__EXERCISE OBJECTIVE__. Show the lines below where "WESTERN" occurs.

Stored data entries:

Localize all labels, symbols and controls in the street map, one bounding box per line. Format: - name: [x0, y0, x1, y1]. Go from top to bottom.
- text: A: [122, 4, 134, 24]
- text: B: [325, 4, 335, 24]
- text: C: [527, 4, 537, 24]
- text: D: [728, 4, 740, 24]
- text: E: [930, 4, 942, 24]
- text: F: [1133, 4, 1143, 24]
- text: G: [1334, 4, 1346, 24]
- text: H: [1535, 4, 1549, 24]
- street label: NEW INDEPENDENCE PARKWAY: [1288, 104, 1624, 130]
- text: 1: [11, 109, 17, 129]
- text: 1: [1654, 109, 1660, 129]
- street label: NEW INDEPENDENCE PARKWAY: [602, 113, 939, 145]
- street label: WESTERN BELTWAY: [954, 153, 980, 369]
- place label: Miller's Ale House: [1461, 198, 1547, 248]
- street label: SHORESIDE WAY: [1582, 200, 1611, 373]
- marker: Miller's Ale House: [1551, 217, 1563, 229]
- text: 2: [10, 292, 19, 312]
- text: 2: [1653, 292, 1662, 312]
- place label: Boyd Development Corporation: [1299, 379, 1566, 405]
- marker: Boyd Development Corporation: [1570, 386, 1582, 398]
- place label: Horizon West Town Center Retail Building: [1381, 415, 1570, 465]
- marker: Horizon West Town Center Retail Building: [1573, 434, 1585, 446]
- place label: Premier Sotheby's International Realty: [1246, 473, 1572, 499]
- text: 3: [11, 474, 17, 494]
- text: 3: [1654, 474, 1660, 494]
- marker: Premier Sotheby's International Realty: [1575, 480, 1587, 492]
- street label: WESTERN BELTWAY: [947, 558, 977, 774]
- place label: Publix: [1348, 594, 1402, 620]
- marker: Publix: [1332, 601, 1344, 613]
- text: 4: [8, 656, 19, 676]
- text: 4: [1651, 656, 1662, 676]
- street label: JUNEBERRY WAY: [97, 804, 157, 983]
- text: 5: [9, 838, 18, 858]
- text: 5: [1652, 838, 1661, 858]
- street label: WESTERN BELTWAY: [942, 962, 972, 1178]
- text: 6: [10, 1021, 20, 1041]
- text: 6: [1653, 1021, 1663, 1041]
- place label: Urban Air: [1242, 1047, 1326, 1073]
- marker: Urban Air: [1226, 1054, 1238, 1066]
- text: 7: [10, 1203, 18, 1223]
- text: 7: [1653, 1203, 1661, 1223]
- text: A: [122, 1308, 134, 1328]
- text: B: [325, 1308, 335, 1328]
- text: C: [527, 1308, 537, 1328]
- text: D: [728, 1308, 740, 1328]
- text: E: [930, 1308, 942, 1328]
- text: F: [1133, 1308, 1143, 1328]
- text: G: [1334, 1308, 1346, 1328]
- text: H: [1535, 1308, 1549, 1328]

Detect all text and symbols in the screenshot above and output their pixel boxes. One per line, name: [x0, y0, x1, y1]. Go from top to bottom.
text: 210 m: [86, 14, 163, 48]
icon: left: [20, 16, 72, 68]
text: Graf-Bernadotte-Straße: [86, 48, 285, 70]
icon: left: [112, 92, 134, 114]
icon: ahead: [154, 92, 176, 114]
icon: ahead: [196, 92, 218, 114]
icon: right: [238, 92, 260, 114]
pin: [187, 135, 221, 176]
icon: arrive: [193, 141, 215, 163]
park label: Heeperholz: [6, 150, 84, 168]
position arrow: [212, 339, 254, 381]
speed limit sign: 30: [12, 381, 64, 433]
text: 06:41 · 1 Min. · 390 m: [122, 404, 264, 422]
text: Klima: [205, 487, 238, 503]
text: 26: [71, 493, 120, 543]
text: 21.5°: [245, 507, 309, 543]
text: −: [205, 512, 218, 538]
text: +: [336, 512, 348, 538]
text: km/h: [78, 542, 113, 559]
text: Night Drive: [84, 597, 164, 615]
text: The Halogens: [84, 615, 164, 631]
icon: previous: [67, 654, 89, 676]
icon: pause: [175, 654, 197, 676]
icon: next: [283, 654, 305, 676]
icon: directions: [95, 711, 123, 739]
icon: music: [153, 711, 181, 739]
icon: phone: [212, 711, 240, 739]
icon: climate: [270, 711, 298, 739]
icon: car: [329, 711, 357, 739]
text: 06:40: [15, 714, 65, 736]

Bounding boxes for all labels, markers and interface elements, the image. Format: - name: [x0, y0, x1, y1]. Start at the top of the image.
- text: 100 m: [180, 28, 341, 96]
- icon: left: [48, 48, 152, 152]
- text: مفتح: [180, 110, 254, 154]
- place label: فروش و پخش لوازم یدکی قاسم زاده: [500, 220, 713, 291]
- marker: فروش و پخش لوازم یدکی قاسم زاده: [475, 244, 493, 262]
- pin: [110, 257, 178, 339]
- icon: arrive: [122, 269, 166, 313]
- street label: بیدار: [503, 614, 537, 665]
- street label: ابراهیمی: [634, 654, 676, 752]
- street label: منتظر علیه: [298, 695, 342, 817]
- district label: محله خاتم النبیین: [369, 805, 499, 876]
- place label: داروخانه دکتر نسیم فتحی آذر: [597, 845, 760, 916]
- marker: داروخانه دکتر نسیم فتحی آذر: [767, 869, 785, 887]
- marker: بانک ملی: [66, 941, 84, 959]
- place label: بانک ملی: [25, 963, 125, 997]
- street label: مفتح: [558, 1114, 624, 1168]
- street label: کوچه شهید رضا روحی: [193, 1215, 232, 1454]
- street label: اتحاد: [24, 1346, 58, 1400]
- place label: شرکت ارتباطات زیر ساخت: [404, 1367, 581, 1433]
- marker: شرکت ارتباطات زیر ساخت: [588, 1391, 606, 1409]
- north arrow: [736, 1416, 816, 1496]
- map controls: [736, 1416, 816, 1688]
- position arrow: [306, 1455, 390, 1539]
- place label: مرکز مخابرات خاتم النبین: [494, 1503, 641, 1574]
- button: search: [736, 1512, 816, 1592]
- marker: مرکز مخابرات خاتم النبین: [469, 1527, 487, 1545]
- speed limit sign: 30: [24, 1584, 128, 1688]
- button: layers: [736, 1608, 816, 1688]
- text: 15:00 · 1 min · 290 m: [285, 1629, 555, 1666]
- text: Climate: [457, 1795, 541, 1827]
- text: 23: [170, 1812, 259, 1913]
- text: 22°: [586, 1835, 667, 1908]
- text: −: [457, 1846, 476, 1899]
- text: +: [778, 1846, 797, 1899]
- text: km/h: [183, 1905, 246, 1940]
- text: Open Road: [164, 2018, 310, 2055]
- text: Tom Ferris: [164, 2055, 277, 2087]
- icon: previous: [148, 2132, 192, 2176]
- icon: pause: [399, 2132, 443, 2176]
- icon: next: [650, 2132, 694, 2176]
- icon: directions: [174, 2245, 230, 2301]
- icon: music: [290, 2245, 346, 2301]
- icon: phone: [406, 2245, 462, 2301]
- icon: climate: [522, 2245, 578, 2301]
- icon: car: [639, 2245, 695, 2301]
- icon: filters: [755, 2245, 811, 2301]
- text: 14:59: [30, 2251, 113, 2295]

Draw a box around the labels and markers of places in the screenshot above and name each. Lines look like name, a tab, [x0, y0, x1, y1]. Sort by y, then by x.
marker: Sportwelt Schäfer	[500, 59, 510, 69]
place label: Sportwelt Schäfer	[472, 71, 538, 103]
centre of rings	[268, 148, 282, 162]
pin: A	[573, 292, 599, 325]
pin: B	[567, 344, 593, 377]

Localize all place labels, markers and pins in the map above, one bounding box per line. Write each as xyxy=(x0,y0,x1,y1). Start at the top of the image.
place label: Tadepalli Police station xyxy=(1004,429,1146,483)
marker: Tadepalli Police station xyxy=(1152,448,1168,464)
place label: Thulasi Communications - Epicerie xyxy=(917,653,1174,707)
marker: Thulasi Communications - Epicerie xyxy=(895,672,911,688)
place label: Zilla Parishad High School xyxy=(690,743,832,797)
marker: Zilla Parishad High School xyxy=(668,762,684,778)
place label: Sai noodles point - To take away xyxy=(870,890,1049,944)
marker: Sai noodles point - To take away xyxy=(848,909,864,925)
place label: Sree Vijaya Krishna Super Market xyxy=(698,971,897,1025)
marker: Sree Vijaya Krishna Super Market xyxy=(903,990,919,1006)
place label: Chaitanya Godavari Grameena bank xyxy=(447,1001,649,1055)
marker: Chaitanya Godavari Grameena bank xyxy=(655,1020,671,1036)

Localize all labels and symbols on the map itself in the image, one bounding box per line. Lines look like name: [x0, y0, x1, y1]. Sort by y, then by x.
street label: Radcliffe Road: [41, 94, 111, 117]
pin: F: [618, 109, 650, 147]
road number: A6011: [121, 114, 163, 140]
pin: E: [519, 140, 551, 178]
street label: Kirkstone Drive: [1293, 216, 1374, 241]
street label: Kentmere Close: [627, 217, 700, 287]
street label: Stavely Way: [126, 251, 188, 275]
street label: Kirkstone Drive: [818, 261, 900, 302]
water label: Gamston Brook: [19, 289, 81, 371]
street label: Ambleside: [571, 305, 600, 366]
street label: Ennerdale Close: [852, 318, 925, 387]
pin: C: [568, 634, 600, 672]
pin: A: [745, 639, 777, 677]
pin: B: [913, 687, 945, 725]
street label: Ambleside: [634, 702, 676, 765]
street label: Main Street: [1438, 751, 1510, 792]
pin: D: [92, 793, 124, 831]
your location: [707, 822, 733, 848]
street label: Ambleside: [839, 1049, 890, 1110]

__SOLUTION TO THE EXERCISE__.
- street label: WESTERN BELTWAY: [954, 153, 980, 369]
- street label: WESTERN BELTWAY: [947, 558, 977, 774]
- street label: WESTERN BELTWAY: [942, 962, 972, 1178]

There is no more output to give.